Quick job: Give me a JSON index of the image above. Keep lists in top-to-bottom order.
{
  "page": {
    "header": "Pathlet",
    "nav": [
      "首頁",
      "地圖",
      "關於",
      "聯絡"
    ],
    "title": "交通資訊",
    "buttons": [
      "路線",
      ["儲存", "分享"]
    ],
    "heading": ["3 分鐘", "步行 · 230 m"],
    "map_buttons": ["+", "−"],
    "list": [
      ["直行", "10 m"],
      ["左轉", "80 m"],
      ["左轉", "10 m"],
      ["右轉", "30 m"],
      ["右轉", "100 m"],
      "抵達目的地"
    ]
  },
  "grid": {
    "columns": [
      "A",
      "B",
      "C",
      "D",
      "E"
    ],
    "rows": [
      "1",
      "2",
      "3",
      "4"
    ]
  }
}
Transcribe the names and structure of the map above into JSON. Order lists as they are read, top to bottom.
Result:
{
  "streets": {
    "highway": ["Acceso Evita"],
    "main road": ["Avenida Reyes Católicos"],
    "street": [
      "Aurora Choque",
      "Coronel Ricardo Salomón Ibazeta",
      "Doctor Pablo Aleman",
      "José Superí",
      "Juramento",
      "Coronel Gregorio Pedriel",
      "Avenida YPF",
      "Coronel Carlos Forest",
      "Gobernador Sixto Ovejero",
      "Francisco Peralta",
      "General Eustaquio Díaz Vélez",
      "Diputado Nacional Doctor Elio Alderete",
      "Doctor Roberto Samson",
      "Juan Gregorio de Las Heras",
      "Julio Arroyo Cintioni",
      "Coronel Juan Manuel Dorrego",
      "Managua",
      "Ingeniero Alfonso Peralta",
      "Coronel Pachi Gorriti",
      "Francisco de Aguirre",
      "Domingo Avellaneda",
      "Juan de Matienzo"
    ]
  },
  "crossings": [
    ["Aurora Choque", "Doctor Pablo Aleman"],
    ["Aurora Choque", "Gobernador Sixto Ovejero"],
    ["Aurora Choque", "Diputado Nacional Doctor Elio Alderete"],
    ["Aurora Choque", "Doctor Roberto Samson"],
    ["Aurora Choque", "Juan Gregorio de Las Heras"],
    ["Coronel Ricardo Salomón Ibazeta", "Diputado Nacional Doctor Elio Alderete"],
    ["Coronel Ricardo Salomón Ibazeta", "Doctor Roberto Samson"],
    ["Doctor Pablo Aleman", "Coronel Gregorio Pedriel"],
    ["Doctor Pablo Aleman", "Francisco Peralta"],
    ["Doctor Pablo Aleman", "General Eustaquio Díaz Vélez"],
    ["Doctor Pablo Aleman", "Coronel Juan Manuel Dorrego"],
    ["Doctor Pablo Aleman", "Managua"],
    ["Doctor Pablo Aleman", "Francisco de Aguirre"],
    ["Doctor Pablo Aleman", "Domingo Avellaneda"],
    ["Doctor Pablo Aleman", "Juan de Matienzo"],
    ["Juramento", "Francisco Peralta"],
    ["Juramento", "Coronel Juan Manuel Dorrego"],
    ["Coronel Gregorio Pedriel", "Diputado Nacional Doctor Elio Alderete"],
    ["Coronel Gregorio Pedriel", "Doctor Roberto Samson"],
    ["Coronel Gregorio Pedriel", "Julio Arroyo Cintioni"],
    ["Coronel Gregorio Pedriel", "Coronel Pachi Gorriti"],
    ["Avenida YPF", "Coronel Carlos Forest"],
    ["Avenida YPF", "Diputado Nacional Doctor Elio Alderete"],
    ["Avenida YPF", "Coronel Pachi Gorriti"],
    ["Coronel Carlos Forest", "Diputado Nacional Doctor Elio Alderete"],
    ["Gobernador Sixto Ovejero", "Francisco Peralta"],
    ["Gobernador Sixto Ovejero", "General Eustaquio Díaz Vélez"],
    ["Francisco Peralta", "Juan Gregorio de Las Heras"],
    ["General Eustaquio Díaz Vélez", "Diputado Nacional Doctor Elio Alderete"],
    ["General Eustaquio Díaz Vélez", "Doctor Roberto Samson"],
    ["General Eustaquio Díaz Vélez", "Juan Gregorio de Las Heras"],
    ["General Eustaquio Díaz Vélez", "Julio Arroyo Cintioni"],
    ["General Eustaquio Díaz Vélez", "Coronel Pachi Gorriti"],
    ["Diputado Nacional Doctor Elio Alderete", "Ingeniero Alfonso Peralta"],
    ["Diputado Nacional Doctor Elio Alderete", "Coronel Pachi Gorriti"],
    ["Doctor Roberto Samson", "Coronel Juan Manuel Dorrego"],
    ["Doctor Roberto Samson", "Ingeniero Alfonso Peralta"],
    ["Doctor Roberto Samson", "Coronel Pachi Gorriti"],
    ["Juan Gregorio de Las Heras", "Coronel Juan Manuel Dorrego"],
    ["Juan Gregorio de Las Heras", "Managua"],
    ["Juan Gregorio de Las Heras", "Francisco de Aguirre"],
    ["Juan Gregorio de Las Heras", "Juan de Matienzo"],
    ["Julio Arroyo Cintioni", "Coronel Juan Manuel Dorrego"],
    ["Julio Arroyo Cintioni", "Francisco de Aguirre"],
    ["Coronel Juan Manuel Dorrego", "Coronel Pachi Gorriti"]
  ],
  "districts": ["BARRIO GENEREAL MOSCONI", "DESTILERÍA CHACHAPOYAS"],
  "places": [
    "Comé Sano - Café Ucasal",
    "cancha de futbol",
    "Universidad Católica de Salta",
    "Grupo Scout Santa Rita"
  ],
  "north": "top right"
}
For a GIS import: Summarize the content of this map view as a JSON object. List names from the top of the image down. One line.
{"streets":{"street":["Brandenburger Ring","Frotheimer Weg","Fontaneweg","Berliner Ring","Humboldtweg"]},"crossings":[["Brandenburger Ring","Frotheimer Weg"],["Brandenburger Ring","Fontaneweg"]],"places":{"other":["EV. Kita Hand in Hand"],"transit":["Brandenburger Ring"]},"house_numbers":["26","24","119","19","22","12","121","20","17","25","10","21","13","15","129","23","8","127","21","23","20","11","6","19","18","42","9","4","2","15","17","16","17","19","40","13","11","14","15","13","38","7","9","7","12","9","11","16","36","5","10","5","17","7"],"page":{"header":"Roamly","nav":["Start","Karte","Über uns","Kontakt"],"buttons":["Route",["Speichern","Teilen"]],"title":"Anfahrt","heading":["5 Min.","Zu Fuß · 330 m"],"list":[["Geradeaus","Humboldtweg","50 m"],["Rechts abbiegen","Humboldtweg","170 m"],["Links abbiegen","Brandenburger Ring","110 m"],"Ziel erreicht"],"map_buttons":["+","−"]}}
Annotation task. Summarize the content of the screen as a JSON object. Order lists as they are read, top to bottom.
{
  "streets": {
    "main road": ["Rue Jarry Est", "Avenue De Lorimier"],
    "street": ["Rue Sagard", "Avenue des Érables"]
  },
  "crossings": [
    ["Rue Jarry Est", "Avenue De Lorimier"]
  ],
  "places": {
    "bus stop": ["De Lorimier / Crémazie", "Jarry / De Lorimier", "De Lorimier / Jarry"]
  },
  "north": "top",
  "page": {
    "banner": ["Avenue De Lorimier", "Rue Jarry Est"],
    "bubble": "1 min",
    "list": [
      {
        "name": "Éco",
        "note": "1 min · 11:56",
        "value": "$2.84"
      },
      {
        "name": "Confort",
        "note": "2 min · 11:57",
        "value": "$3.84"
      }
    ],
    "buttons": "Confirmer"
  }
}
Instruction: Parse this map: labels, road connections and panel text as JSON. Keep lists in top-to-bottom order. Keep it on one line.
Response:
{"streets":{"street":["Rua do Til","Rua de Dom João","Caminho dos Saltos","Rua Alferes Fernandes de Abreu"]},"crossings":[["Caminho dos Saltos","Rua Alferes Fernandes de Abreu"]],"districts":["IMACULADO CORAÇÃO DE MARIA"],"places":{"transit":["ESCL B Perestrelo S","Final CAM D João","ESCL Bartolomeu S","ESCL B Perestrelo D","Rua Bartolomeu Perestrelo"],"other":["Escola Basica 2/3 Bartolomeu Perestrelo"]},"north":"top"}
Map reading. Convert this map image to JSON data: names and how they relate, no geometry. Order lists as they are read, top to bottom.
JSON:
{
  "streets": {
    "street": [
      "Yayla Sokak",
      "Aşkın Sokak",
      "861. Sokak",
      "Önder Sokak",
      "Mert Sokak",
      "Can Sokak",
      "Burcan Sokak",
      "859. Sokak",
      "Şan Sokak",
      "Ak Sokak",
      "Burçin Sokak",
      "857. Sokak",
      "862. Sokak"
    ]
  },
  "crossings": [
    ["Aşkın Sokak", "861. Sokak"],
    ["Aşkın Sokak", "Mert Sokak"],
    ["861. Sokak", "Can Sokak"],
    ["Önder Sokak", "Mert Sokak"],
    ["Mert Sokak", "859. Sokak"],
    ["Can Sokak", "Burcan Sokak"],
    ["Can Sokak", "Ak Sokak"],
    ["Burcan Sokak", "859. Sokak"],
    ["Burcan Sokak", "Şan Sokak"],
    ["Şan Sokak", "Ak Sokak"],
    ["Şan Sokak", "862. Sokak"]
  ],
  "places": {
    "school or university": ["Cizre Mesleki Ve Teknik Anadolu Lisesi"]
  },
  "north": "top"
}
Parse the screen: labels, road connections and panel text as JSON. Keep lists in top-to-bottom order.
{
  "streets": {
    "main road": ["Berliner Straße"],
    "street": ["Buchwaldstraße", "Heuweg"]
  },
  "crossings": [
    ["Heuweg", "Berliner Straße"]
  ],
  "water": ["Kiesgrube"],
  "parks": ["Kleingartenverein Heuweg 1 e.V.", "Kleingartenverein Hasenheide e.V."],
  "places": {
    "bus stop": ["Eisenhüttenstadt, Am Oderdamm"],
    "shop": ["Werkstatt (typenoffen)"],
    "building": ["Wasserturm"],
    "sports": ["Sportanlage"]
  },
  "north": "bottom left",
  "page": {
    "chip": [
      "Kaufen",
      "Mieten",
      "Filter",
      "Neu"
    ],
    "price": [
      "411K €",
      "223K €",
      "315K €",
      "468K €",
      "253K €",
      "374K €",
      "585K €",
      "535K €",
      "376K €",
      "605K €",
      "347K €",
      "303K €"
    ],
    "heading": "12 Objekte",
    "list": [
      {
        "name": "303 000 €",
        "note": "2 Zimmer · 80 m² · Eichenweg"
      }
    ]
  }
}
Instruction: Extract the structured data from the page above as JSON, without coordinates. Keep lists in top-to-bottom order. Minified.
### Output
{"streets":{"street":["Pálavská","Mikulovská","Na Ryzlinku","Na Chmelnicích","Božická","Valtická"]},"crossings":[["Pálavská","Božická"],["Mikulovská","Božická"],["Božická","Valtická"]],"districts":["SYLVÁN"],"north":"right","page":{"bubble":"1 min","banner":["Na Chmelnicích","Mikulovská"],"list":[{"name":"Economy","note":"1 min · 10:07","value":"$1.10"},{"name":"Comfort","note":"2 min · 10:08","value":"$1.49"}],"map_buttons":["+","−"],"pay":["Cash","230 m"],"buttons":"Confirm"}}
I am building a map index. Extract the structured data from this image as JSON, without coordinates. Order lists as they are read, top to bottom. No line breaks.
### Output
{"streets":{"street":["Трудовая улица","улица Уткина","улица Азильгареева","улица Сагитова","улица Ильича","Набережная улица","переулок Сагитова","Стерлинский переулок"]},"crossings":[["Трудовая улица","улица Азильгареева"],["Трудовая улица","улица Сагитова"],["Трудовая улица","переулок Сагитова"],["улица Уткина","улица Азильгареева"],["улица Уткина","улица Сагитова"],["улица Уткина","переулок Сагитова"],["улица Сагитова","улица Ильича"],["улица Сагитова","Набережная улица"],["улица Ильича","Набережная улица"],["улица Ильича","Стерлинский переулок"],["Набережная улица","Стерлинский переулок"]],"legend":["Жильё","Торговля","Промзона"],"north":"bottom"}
-- -- --
• About this exercise
Which lines above contain the word "Elio"? Show each of them.

• Your response
      "Diputado Nacional Doctor Elio Alderete",
    ["Aurora Choque", "Diputado Nacional Doctor Elio Alderete"],
    ["Coronel Ricardo Salomón Ibazeta", "Diputado Nacional Doctor Elio Alderete"],
    ["Coronel Gregorio Pedriel", "Diputado Nacional Doctor Elio Alderete"],
    ["Avenida YPF", "Diputado Nacional Doctor Elio Alderete"],
    ["Coronel Carlos Forest", "Diputado Nacional Doctor Elio Alderete"],
    ["General Eustaquio Díaz Vélez", "Diputado Nacional Doctor Elio Alderete"],
    ["Diputado Nacional Doctor Elio Alderete", "Ingeniero Alfonso Peralta"],
    ["Diputado Nacional Doctor Elio Alderete", "Coronel Pachi Gorriti"],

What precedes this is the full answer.